>>>>

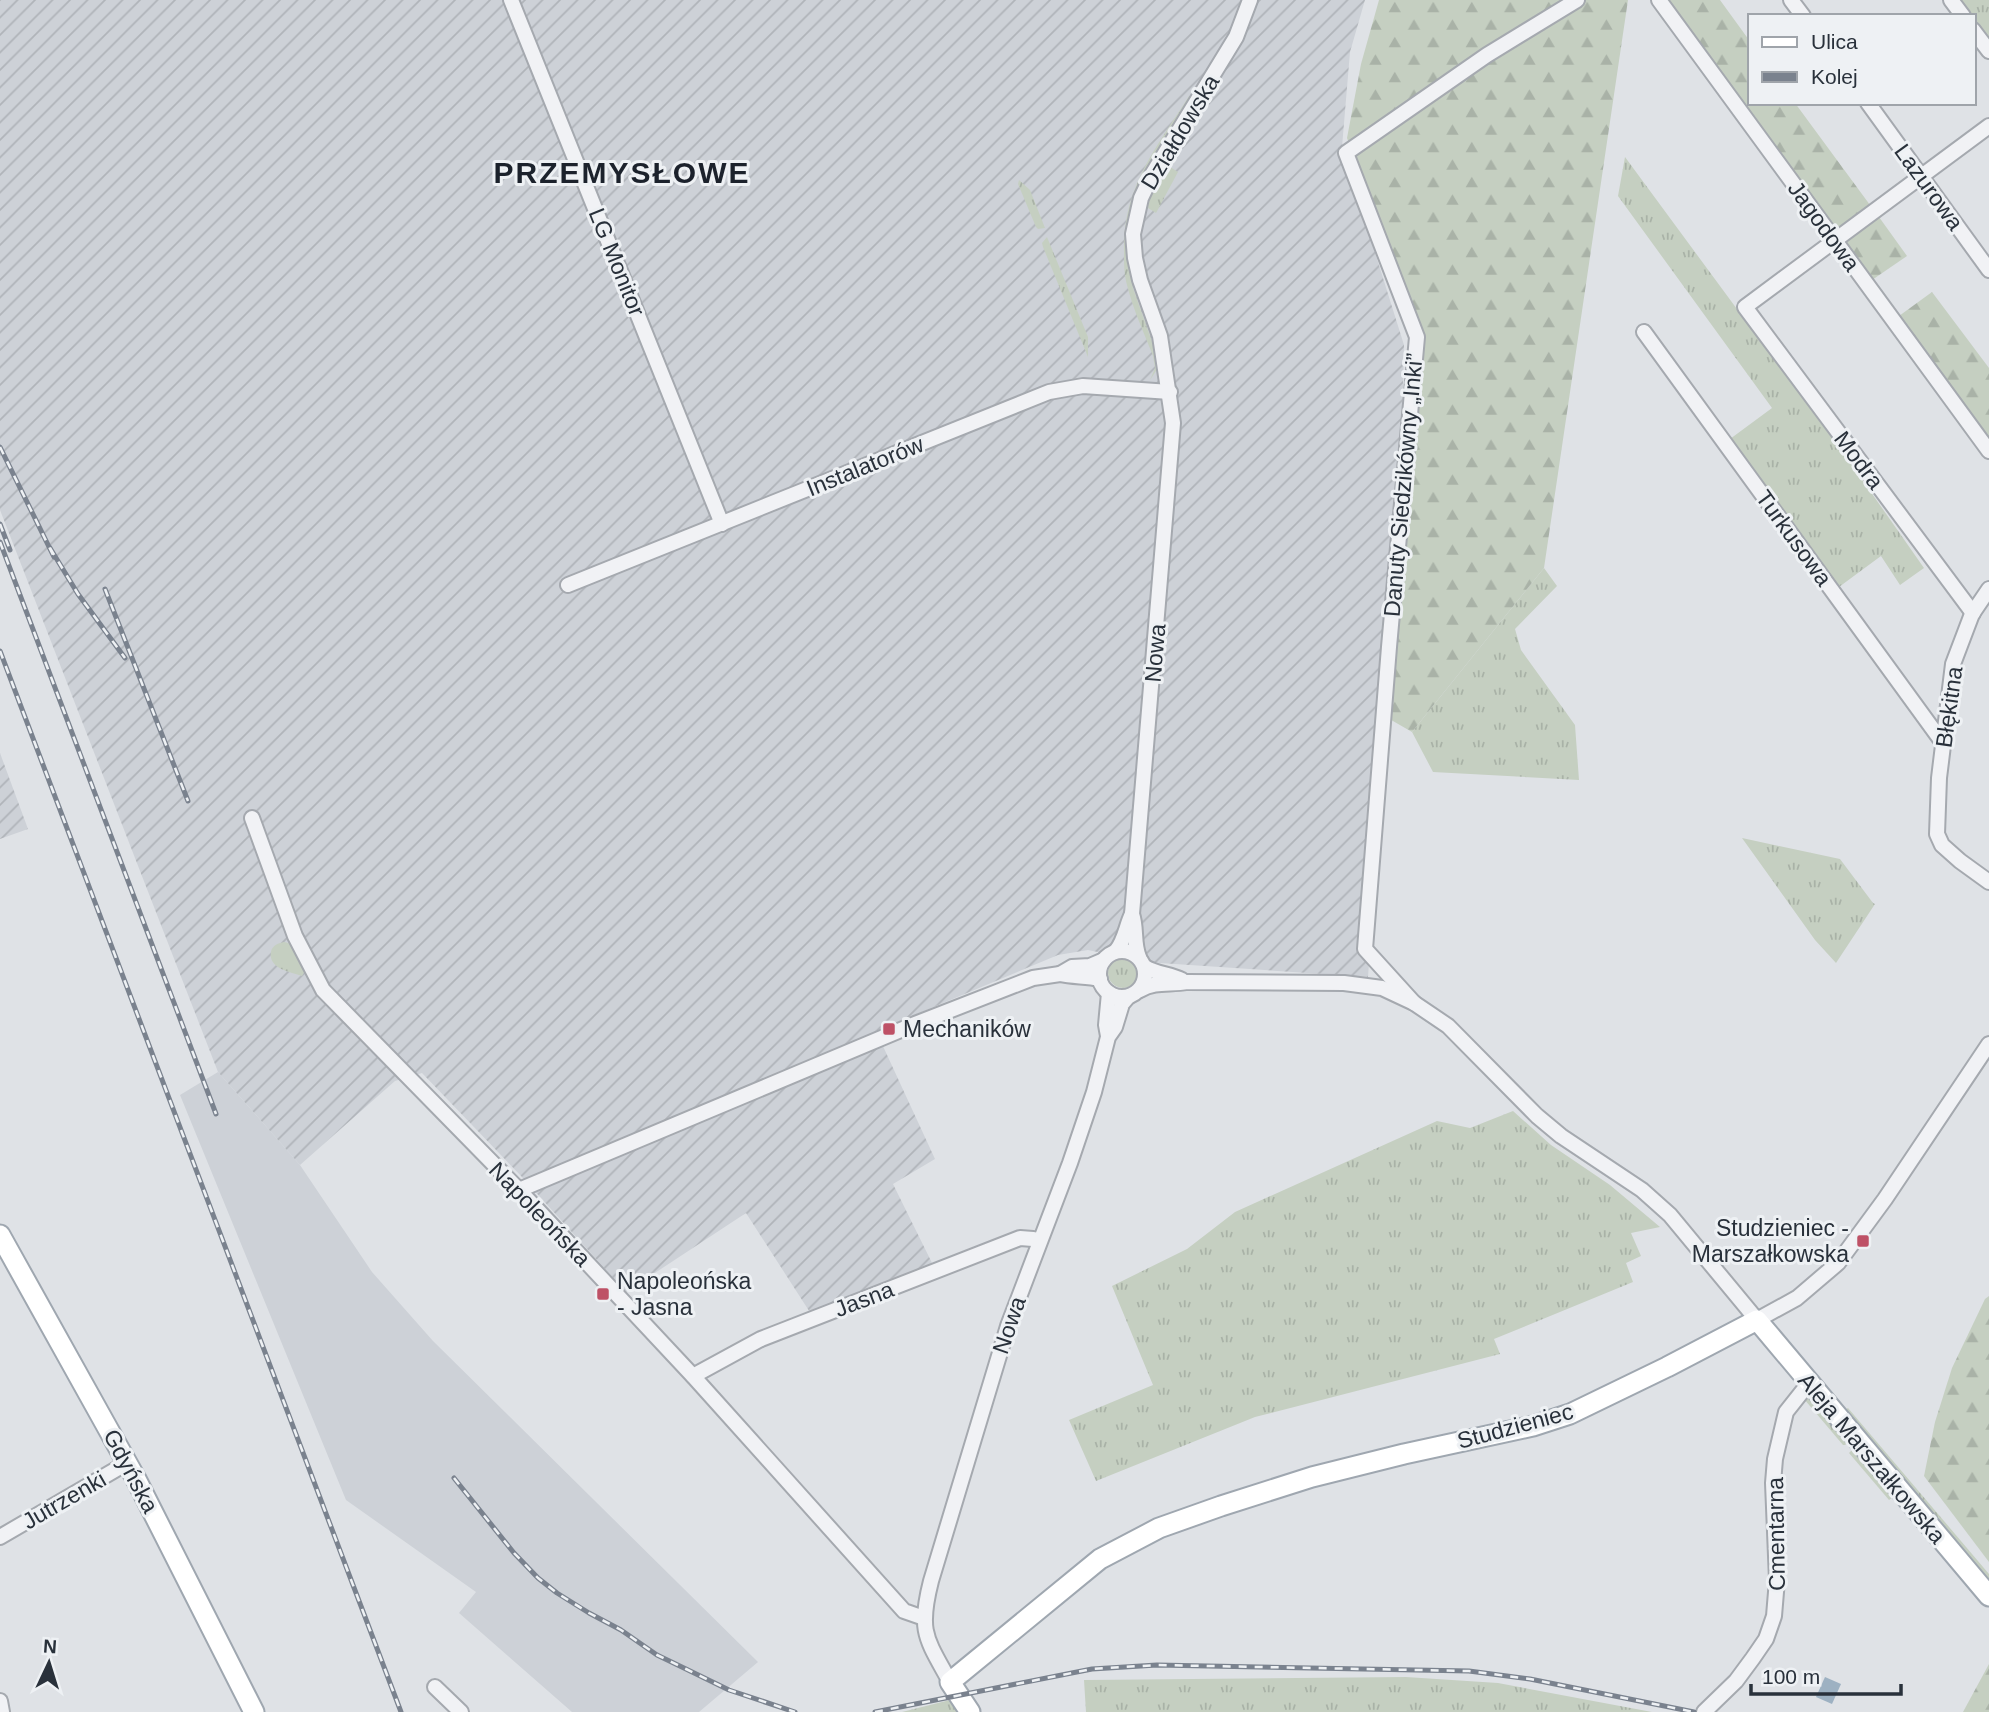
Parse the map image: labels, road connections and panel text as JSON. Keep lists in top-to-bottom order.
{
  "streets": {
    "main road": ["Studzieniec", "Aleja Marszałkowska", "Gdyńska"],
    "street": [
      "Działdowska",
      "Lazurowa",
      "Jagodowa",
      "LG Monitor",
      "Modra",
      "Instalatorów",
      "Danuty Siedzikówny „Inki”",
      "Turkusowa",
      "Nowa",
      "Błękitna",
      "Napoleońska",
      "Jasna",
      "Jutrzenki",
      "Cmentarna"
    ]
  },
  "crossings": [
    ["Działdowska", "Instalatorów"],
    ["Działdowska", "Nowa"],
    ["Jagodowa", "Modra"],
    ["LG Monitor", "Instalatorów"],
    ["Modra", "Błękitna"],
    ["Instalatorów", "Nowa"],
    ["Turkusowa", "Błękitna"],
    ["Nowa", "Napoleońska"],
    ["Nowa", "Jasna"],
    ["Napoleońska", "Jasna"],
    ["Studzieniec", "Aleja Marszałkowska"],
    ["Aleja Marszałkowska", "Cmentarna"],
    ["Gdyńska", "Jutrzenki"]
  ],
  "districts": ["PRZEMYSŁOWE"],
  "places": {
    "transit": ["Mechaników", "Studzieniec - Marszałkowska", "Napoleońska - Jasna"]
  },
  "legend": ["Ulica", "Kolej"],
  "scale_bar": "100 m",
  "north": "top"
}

<<<<

■ Directions for this task: Copy the data character for character, but drop all pictures from the copy.

■ Response area:
Parse the map image: labels, road connections and panel text as JSON. Keep lists in top-to-bottom order.
{
  "streets": {
    "main road": ["Studzieniec", "Aleja Marszałkowska", "Gdyńska"],
    "street": [
      "Działdowska",
      "Lazurowa",
      "Jagodowa",
      "LG Monitor",
      "Modra",
      "Instalatorów",
      "Danuty Siedzikówny „Inki”",
      "Turkusowa",
      "Nowa",
      "Błękitna",
      "Napoleońska",
      "Jasna",
      "Jutrzenki",
      "Cmentarna"
    ]
  },
  "crossings": [
    ["Działdowska", "Instalatorów"],
    ["Działdowska", "Nowa"],
    ["Jagodowa", "Modra"],
    ["LG Monitor", "Instalatorów"],
    ["Modra", "Błękitna"],
    ["Instalatorów", "Nowa"],
    ["Turkusowa", "Błękitna"],
    ["Nowa", "Napoleońska"],
    ["Nowa", "Jasna"],
    ["Napoleońska", "Jasna"],
    ["Studzieniec", "Aleja Marszałkowska"],
    ["Aleja Marszałkowska", "Cmentarna"],
    ["Gdyńska", "Jutrzenki"]
  ],
  "districts": ["PRZEMYSŁOWE"],
  "places": {
    "transit": ["Mechaników", "Studzieniec - Marszałkowska", "Napoleońska - Jasna"]
  },
  "legend": ["Ulica", "Kolej"],
  "scale_bar": "100 m",
  "north": "top"
}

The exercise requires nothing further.